Situation et conséquences
Au commissariat d'Amiens, l'eau du robinet a été déclarée non potable après qu'une erreur de canalisation ait inversé les flux d'eau destinés aux sanitaires et aux robinets. Cette bévue, imputée aux travaux sur le site, a conduit à l'ingestion d'une eau contaminée par plusieurs agents du commissariat, qui ont développé des troubles digestifs.
Nombre de personnes touchées et symptômes
Selon les informations relayées par BFMTV, une dizaine d'agents ont été intoxiqués. Un policier, identifié sous le prénom Jean, raconte avoir été pris de violentes douleurs abdominales ; son médecin a conclu à une infection contractée en buvant l'eau au travail. Le syndicat Un1té Police évoque pour sa part « une quinzaine » de collègues touchés.
- Type de problème : erreur de raccordement des canalisations
- Conséquence : eau non potable et ingestion par des agents
- Effets constatés : troubles intestinaux et infection diagnostiquée pour au moins un policier
Analyses et réactions
Les analyses effectuées sur l'eau ont révélé la présence d'excréments d'animaux, et BFMTV cite le témoignage de Jean qui s'indigne :
« Sur les analyses des excréments de pigeon, des excréments d'animaux sont révélés. On l'a bu, moi j'ai bu ça? De la merde, il n'y a pas d'autres mots. Pour moi, c'est impardonnable »
La colère des agents s'explique aussi par le sentiment d'avoir été insuffisamment écoutés : plusieurs d'entre eux avaient alerté depuis le mois de janvier sur la coloration anormale de l'eau, selon les sources médiatiques. Stéphane Fievez, secrétaire du syndicat Un1té Police à Amiens, dénonce « On a laissé volontairement boire à nos collègues de l'eau polluée ».
Mesures prises par l'administration
La préfecture de la Somme indique qu'une opération de purification a eu lieu le lundi 31 août. Des panneaux d'alerte ont été apposés devant les toilettes du commissariat pour signaler que l'eau n'est pas potable. La préfecture annonce également que de nouvelles analyses seront réalisées dans les jours qui suivent pour confirmer l'efficacité des opérations de nettoyage et lever, si possible, l'interdiction de consommation.
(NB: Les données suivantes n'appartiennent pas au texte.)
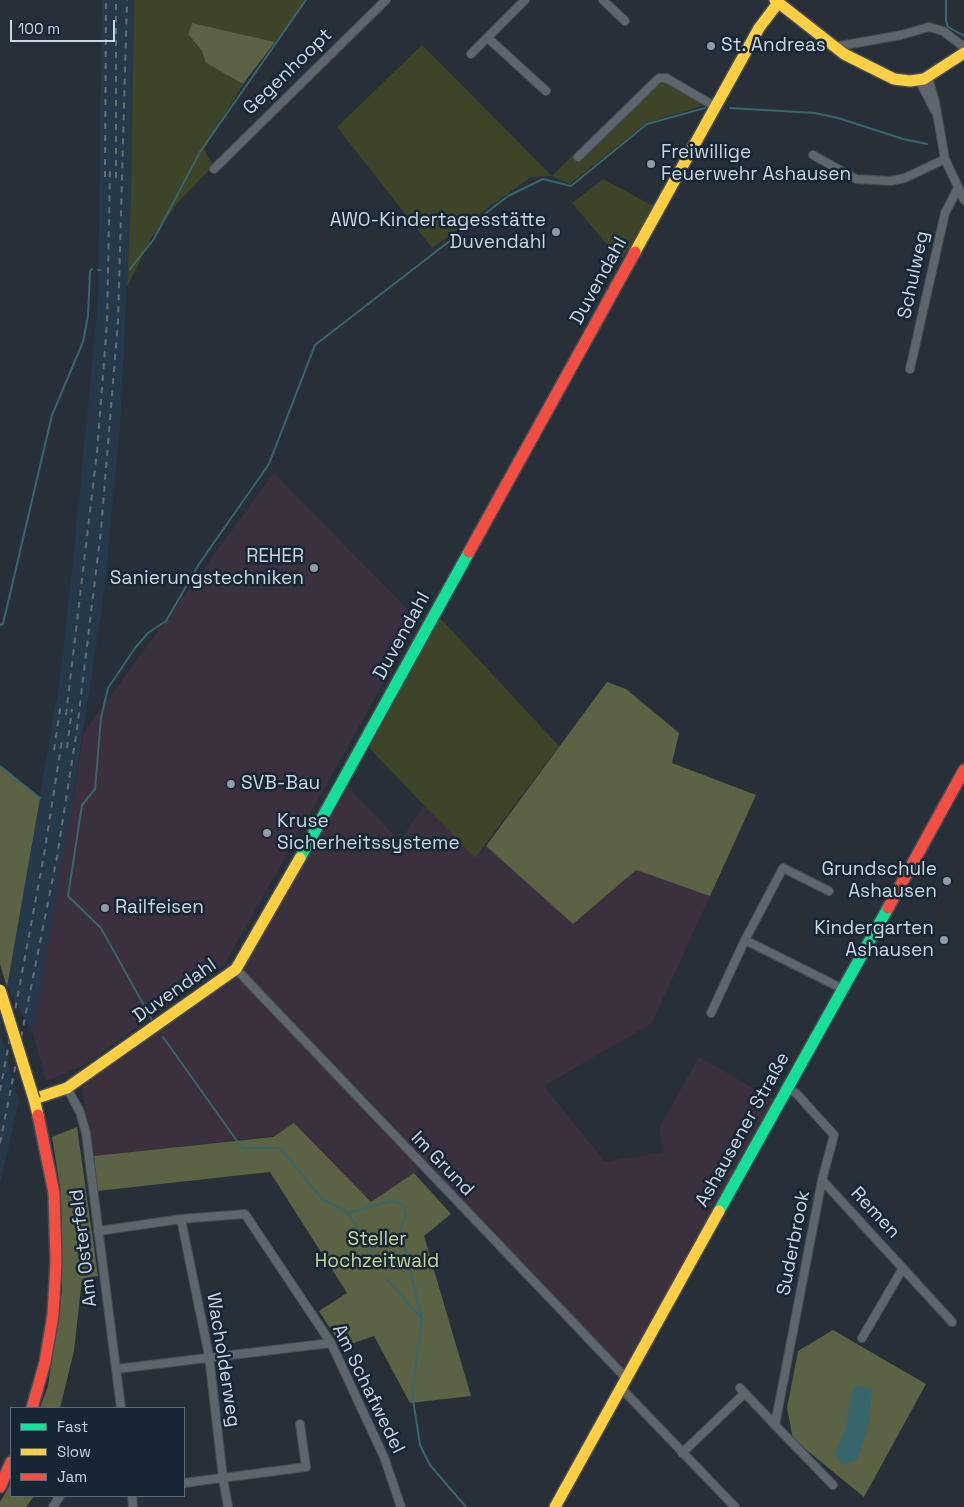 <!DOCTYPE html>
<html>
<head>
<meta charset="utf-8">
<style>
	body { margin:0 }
	#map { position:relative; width:964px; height:1507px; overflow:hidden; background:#273038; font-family:"Space Grotesk",sans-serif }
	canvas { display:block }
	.legend { position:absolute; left:10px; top:1407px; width:175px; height:90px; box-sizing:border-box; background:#162635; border:1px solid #5f6c7a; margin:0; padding:6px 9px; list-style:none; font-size:15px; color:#ccd6e1 }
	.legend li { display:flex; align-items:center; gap:10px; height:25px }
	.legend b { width:25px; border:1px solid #5f6c7a }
	.scale { position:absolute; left:10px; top:20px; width:105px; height:22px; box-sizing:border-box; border:2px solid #ccd6e1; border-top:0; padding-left:6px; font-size:15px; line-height:18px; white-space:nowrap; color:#ccd6e1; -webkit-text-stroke:4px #162635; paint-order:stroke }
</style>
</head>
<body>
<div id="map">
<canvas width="964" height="1507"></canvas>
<ul class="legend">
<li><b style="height:6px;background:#16e098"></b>Fast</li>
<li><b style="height:6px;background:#ffcf43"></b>Slow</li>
<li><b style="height:6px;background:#f24e42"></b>Jam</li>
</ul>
<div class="scale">100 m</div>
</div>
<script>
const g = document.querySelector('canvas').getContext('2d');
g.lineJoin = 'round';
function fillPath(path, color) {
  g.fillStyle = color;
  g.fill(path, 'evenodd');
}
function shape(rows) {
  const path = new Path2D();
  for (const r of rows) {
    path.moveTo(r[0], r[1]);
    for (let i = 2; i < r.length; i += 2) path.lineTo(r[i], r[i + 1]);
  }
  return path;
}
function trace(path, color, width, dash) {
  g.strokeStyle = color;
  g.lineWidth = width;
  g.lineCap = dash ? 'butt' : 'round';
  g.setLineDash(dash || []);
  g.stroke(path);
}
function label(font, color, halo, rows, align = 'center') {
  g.font = font + ' "Space Grotesk",sans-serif';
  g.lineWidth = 5;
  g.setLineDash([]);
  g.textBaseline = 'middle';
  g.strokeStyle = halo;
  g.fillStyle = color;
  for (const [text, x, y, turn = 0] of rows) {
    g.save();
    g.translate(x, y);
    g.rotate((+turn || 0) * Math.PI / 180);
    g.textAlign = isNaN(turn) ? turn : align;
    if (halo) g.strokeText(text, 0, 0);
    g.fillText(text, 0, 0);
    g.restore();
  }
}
fillPath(shape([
	[102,0,134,0,131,195,120,426,104,593,61,876,33,1033,7,987,59,685,72,572,98,303],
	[0,1033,19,1102,0,1183]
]), '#25394b');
fillPath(shape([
	[274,473,419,621,224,965,83,1066,46,1081,33,1033,84,732],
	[346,785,400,841,424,805,475,858,486,846,573,924,636,870,710,896,652,1023,544,1086,605,1162,663,1152,660,1126,699,1057,774,1100,624,1370,424,1166,372,1202,294,1124,272,1136,95,1156,82,1089,89,1076,232,979]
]), '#3b303d');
fillPath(shape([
	[134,0,307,0,275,42,192,23,188,34,202,51,206,63,243,84,204,149,213,166,179,201,151,239,127,287,131,195],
	[422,45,552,176,574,154,580,160,655,83,665,81,705,105,646,123,570,184,552,176,531,177,432,248,337,127],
	[603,179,655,207,623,258,605,242,572,203],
	[440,618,559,746,475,858,369,748]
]), '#3e4428');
fillPath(shape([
	[192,23,275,42,243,84,206,63,202,51,188,34],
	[607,682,626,689,679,733,672,763,756,795,710,896,636,870,573,924,486,846],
	[0,766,40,798,7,987,0,964],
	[294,1123,371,1202,414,1173,451,1214,424,1236,471,1396,410,1403,374,1336,342,1347,319,1311,347,1293,270,1172,97,1191,94,1156,273,1137],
	[77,1127,98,1276,82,1279,74,1351,60,1408,40,1408,48,1386,62,1291,61,1193,52,1137],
	[833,1330,926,1384,864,1497,793,1439,787,1408,798,1351],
	[11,1483,11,1496,34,1496,26,1507,0,1507,0,1502]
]), '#5c6345');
fillPath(shape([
	[854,1385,872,1390,868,1427,857,1460,842,1465,835,1454,845,1429]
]), '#38666d');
trace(shape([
	[946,0,946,21,948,27,964,36],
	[730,108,815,113,838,118,903,139,927,144],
	[130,269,154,239,200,152,306,0],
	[98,270,101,270],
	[0,625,3,624,52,415,83,342,88,316,90,271,92,269],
	[0,766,40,798],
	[152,1020,101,928,68,896,82,805,95,789,101,718,108,688,135,648,148,633,166,621,199,564,269,464,315,345,508,196,543,179,571,186,647,124,705,108],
	[163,1037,242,1148,280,1148,322,1199,348,1213,391,1201,402,1204,406,1216,400,1231,422,1319,412,1393,420,1445,430,1465,466,1507],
	[349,1214,380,1265],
	[386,1278,420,1317]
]), '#38666d', 2);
const street = shape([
	[603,0,625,21],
	[488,38,546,91],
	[834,47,901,35,929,27,943,31,964,47],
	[471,54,525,0],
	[928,77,935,102,945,159,964,200],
	[919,80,935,111],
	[813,155,856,179,890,181,905,178,945,159],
	[578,157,659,78,666,78,716,107],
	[214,169,386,0],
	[910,369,945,213,957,190],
	[745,940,783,868,829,891],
	[236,969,626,1378],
	[711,1013,745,940,843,989],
	[67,1088,80,1112,86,1133,121,1408],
	[786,1088,796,1093,834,1135,822,1180,775,1425,833,1485],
	[822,1180,952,1322],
	[181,1219,209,1356,223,1478,228,1507],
	[98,1231,181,1219,245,1214,331,1343,384,1457,401,1507],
	[862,1338,903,1268],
	[116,1369,331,1343],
	[621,1388,735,1507],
	[740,1388,775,1425],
	[682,1453,745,1393],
	[184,1483,306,1467,300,1424],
	[132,1496,133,1507],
	[53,1507,60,1496]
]);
const fast = shape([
	[300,858,469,552],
	[719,1211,888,908]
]);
const slow = shape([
	[775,0,844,54,894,79,910,81,924,79,964,53],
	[635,252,759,28,778,3],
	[38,1115,34,1099,67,1088,236,969,300,858],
	[555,1507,719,1211]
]);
const jam = shape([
	[469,552,635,252],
	[888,908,964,770],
	[32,1408,45,1362,53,1315,56,1262,54,1193,38,1115],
	[0,1487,11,1462]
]);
trace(street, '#454d55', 10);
trace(fast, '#454d55', 14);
trace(slow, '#454d55', 14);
trace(jam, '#454d55', 14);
trace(street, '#5e666d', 8);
trace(fast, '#16e098', 11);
trace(slow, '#ffcf43', 11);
trace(jam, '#f24e42', 11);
trace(shape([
	[105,177,106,0],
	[116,178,116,0],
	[66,715,97,452,107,323,110,170],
	[67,748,72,709],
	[54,750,61,703],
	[0,1091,44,855,62,740],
	[0,1143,57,857,77,729,101,530,118,321,127,0]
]), '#676d74', 2, [6, 6]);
const slowBridge = shape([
	[0,990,34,1099]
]);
trace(slowBridge, '#454d55', 14, []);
trace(slowBridge, '#ffcf43', 11);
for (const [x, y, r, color] of [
	[711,46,5,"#929ca6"],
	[651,164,5,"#929ca6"],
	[556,232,5,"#929ca6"],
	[314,568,5,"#929ca6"],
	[231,784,5,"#929ca6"],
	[267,833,5,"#929ca6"],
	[947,881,5,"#929ca6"],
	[105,908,5,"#929ca6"],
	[944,940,5,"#929ca6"]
]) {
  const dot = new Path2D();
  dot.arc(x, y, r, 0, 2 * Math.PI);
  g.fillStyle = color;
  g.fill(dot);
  trace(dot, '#162635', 2);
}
label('19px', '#ccd6e1', '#162635', [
	["St. Andreas",721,46],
	["Freiwillige",661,153],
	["Feuerwehr Ashausen",661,175],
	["AWO-Kindertagesstätte",546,221,"right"],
	["Duvendahl",546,243,"right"],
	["REHER",304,557,"right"],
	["Sanierungstechniken",304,579,"right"],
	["SVB-Bau",241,784],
	["Kruse",277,822],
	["Sicherheitssysteme",277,844],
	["Grundschule",937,870,"right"],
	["Ashausen",937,892,"right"],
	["Railfeisen",115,908],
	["Kindergarten",934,929,"right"],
	["Ashausen",934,951,"right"]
], 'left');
label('19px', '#ccd6e1', '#162635', [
	["Gegenhoopt",288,72,-44],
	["Schulweg",914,275,-78],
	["Duvendahl",599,281,-61],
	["Duvendahl",402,636,-61],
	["Duvendahl",175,991,-35],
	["Ashausener Straße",743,1130,-61],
	["Im Grund",442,1164,46],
	["Remen",875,1213,47],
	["Suderbrook",794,1243,-79],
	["Am Osterfeld",84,1248,-97],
	["Wacholderweg",223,1360,81],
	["Am Schafwedel",368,1389,64]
]);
label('19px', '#cad696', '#162635', [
	["Steller",377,1240],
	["Hochzeitwald",377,1262]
]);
</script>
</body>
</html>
| Événement | Date ou période |
|---|---|
| Alertes internes sur la qualité de l'eau | Depuis janvier |
| Opération de purification | 31 août |
| Publication médiatique et déclaration des victimes | Début septembre |
Enjeux locaux et questions en suspens
Au-delà du malaise physique subi par les agents, cet incident pose des questions sur la gestion des travaux et le suivi sanitaire des bâtiments publics. Les points clefs restent :
- la chronologie et la prise en compte des alertes remontées depuis janvier ;
- la nature exacte des contaminations identifiées par les analyses ;
- les garanties données aux agents pour la sécurité de l'eau et la prévention de risques similaires.
La communauté policière locale réclame des réponses rapides et des mesures pour éviter de nouvelles expositions. La préfecture, contactée via le communiqué mentionné par BFMTV, a engagé des analyses complémentaires mais n'a pas, à ce stade, publié l'intégralité des résultats ni précisé un calendrier précis pour la restitution d'une eau potable au commissariat.
La rédaction de WE NEWS reste mobilisée pour suivre l'évolution des analyses et rendra compte des conclusions sanitaires et des éventuelles suites disciplinaires ou techniques des travaux conduits sur le site.